Masing-masing kita punya garis takdir. Misalnya ada yang bagiannya menjadi kaya, ada yang sedang, demikian juga ada yang kuliah dan ada yang tidak. Yang penting ketika mendapatkan takdirnya kita tetap merunduk. Jangan ujub, sombong, dan pamer! Kuliah bukanlah segaIa-galanya. Surga tidak ditentukan oleh kampus atau gelar. Kita semuanya hamba Allah.Teruslah merunduk.
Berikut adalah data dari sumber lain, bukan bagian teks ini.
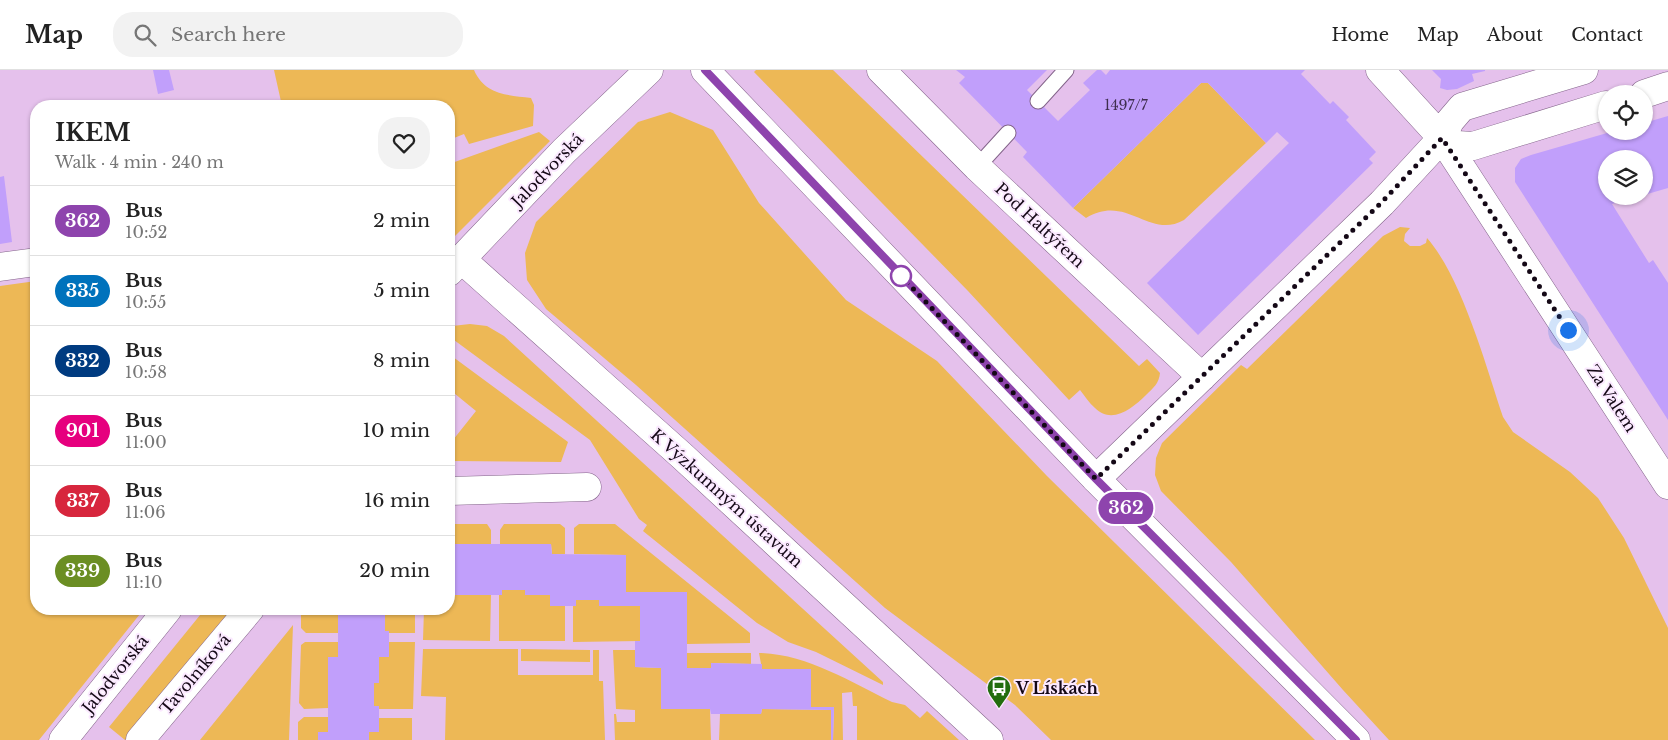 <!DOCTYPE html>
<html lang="en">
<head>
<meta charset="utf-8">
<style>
  :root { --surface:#fff; --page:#f2f2f2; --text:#222; --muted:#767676; --line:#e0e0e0 }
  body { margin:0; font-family:"Libre Baskerville",serif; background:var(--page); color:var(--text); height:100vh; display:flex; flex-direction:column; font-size:19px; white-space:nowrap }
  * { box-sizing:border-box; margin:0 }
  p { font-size:16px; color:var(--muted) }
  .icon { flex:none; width:28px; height:28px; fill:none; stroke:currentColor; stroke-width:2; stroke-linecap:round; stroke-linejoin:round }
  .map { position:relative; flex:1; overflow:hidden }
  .panel { position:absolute; left:30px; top:30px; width:425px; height:515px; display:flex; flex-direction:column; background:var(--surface); border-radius:20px; box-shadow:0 1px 4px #0004 }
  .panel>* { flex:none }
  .badge { padding:0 10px; border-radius:16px; font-size:18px; line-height:32px }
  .buttons { position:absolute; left:1598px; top:15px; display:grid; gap:10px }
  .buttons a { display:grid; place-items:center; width:55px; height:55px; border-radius:50%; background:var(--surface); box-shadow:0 1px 4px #0004; font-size:25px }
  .you { position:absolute; width:25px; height:25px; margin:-12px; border:4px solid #fff; border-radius:50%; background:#1a73e8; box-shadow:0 0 0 8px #1a73e833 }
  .map>.badge { position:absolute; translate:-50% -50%; box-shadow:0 0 0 2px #fff }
  .round { display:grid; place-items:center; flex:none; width:52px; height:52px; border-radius:20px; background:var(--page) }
  .overview { display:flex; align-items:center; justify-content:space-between; height:85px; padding:0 25px }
  h1 { font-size:24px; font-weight:800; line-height:38px }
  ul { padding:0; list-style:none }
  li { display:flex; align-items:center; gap:15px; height:70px; padding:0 25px; border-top:1px solid var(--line) }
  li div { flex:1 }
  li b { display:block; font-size:19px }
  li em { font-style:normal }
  li .badge { min-width:55px; font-weight:700; text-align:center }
  header { display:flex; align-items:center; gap:30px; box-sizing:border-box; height:70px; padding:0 25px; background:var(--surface); border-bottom:1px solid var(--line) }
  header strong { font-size:24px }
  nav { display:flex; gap:28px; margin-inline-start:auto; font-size:18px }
  .search { width:350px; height:45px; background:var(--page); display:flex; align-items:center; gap:12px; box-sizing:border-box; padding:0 18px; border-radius:20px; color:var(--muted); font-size:19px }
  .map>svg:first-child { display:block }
</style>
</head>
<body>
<header>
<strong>Map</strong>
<div class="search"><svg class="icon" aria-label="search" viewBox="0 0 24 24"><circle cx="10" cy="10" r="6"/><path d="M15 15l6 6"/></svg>Search here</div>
<nav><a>Home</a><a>Map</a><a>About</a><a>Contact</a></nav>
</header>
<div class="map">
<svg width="1668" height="670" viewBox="0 0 1668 670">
  <rect width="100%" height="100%" fill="#e5c1ec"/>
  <path fill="#edb856" d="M274,0H474C485,25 507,25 531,28L534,35L533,56L469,74L464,64L449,70V36H282Z
    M756,0H833L1139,296L1147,289L1160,303C1159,314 1153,318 1146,325C1133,338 1112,355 1095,338C1089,333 1085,326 1080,320L1069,330L968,221L754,2Z
    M1201,13H1208L1266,73L1184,150C1149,170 1127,123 1086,148L1073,138Z
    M670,42L713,60L759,133L846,230L937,291L1047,406L1315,670H1051L1015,635L885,538L636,315L546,239L527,210L525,183L536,152L638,52Z
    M539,62L550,71L449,172V94Z
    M1400,157L1410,158L1405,164L1404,171L1410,176H1420L1426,173L1427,168C1462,208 1486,296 1503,347L1513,362L1570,402L1598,428L1624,468L1668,558V670H1389L1343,620L1231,492L1161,421L1155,405L1156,388L1162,373L1241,295L1247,299L1383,166Z
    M36,211V539H144L39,670H0V216Z
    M470,254L487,256L504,266L883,612V615L816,582L788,572L757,553L643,461L647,455L639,449L590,370L454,270L452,256Z
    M449,284L568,372L561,392L452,391L449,394V375L476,341L449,319Z
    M449,454H487L491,460V474H449Z
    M504,454H560L565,458V484H552L551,474H500V460Z
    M579,454H615L750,563V573L687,574V522H626L625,485L574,484V458Z
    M449,520V525H491L490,571L423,570L424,539H449Z
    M502,520H525V525H550V535L565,536V571H499V525H502Z
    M576,530H599V536H640V571L573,572V536Z
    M205,539H232L125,670L109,657Z
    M301,539H338V563H306L301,558Z
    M385,539H415V563H389V561H385Z
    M293,555L289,670H200Z
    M305,572H338V587H328V638L304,639L299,633L301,575Z
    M389,572H415L413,639H379V636H374V613H379V587H389Z
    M423,579H518V605H593V580H599V611H603L605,670H445L446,627L421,626Z
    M521,579L590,580V592L521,591Z
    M613,580H635V597L661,598V639H710L711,670H615L614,644H616L617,652H635V640L616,639Z
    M687,583H751V594L711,593V598H687Z
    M759,583C807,584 850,612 892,632L905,635L920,648L927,641L959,670H857V636H853L852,622L842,623L843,670H833L834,637H811V599H762Z
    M762,639L831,640V670H719L720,644H761Z
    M304,647H328V662L318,670H298V652Z
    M379,648H412V670H369V662H379Z"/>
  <path fill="#c19ffb" d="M153,0H169L174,20L158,24Z
    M956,0H1047L1027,20L1058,51L1090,20L1083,13L1097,0H1101L1106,5L1110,0H1305L1301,4L1330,34L1333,31L1349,47L1346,50L1376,82L1369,89L1373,93L1198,265L1147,213L1289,73L1277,62L1266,73L1208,13H1201L1073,138L1023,87L1027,82L959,13L965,7Z
    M1432,0H1485V1L1472,4L1474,11L1457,19L1447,20L1440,18L1441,9Z
    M1668,46V118L1644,125V89H1606V126H1638L1612,134L1649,193L1653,190L1668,213V350L1515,112V98L1521,89L1531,85L1614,61H1644V53Z
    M4,106L12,172L0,174V107Z
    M449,474H551L552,484L626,485V522H687V598H711V593L762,594V599H811V637H834L833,670H831V640L762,639L761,644H711L710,639H661V598L635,597V571H640V536H599V530H576V536H550V525H525V520H502V525H449Z
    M338,539H385V561H389V587H379V613H374V636H379V662H369V670H318V662H328V587H338Z"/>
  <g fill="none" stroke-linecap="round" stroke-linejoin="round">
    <defs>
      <path id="service" d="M1038,31L1066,0
        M977,97L1008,63"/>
      <path id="minor" d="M881,0L977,97L1202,307
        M1380,0L1442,68L1668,415
        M1644,24L1668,16
        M1442,68L1457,75L1473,76L1606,35
        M461,189L681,385L989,670
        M0,197L36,192
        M1096,409L1382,133L1442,68L1450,51L1462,37L1584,0
        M449,421L587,417
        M140,670L250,539"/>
      <path id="tertiary" d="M449,202L564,81L649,0
        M63,670L168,539"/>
      <path id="secondary" d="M705,0L1096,409L1356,670"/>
    </defs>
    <use href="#service" stroke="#83648a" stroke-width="17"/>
    <use href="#minor" stroke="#83648a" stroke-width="29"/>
    <use href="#tertiary" stroke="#83648a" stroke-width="29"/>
    <use href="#secondary" stroke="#83648a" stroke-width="29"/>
    <use href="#service" stroke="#fff" stroke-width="15"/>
    <use href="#minor" stroke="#fff" stroke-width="28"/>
    <use href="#tertiary" stroke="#fff" stroke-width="28"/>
    <use href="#secondary" stroke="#fff" stroke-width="28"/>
  </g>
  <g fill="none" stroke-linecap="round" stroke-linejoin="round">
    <defs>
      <path id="line" d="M705,0L1096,409L1356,670"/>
    </defs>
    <use href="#line" stroke="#fff" stroke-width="11"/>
    <use href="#line" stroke="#8e44ad" stroke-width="8"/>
    <path stroke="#140816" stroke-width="5" stroke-dasharray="0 9" d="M901,206L1096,409L1382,132L1442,68L1568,260"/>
  </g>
  <defs>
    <symbol id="bus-pin" viewBox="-11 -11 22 30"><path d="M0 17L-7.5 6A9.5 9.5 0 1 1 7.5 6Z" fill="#226d0e" stroke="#fbe9ff"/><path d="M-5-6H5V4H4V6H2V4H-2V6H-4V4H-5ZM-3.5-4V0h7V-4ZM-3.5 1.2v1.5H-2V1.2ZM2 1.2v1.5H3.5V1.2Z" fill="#fff"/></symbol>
  </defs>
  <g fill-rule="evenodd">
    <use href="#bus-pin" x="985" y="604" width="28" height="38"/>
  </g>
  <circle fill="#fff" stroke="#8e44ad" stroke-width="2.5" cx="901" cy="206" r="10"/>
  <g text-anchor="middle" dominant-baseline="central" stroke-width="4" stroke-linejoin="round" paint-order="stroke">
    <g font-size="14" fill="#3f2e4f">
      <text x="1126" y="35">1497/7</text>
    </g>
    <g font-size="16" fill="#140816" stroke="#fbe9ff">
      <text transform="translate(547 100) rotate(-46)">Jalodvorská</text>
      <text transform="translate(1040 155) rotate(43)">Pod Haltýřem</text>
      <text transform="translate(1612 328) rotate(57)">Za Valem</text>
      <text transform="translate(727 428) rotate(42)">K Výzkumným ústavům</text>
      <text transform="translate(115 604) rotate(-51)">Jalodvorská</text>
      <text transform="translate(195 604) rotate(-50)">Tavolníková</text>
    </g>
    <g font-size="16" font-weight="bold" fill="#140816" stroke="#fbe9ff" text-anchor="start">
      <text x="1016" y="618">V Lískách</text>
    </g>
  </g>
</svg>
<div class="buttons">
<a><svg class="icon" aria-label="locate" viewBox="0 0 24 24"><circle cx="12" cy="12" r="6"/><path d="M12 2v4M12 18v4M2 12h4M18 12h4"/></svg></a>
<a><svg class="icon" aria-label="layers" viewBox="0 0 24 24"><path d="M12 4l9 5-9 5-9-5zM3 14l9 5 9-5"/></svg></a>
</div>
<div class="you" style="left:1568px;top:260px"></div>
<b class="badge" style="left:1126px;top:438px;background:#8e44ad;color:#fff">362</b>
<section class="panel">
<div class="overview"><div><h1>IKEM</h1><p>Walk · 4 min · 240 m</p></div><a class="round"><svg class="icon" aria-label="heart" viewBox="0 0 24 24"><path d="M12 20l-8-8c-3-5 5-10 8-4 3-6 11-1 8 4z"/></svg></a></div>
<ul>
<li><span class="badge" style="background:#8e44ad;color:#fff">362</span><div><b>Bus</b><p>10:52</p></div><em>2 min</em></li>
<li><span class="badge" style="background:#0072bc;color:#fff">335</span><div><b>Bus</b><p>10:55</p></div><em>5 min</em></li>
<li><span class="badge" style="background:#003b80;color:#fff">332</span><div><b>Bus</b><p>10:58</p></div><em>8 min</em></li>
<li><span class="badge" style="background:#e6007e;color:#fff">901</span><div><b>Bus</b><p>11:00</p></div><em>10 min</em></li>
<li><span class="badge" style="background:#d7263d;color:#fff">337</span><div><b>Bus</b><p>11:06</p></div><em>16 min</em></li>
<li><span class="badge" style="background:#6b8e23;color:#fff">339</span><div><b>Bus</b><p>11:10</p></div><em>20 min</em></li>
</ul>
</section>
</div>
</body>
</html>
“Ada tiga hal yang merusak akhlak, jiwa, dan agama. Yaitu, pertama, kikir yang diikuti, kedua, nafsu yang diperturutkan, dan yang ketiga adalah ujub, heran kepada diri sendiri.” (HR. Thabrani)
Pastinya orang berilmu yang merunduk itu lebih disukai Allah daripada yang ujub. Orang lain juga akan nyaman bergaul dengan yang berilmu dan tetap merunduk. Tinggi, luas maupun sedang ilmu yang dimiliki, yang penting kita terus memohon supaya dirahmati Allah.
Orang yang dirahmati Allah, makin tinggi ilmunya akan makin merunduk. Seperti sering bertafakur. “Ya Allah, hanya Engkau yang membuat saya bisa kuliah. Jika Engkau takdirkan saya jadi kambing, baru di depan kampus saja sudah diusir. Engkau takdirkan otak saya normal. Jika Engkau kurangi dua sendok saja sudah tidak bisa berpikir. Engkau takdirkan badan saya sehat dan dimudahkan saat ulangan. Jika Engkau mau, saat itu mudah saja bagi-Mu menakdirkan saya muntaber. Ya Allah, semuanya ini hanya rahmat dan fadhilah-Mu.”
Hal ini bukan hanya untuk ilmu umum,tapi termasuk pula ilmu agama. Misalkan saudara lulusan perguruan tinggi agama, kalau tidak hati-hati gelar sarjananya bisa menjadi hijab tersendiri. Karena yang belajar ilmu agama belum tentu menjadi dekat dengan Allah, jika tujuannya bukan Allah.
Misalkan ada yang ditanya tentang tujuan kuliah di perguruan tinggi agama, berkata, “Saya harus jadi sarjana agama, setelah itu harus jadi PNS. Ya, target saya di KUA.”Repot yang begini. KUA itu netral dan tidak salah, Tapi mengapa menjadikan PNS dan KUA sebagai tujuan hidup? Cukuplah Allah yang dituju, dan mohonkanlah rahmat-Nya.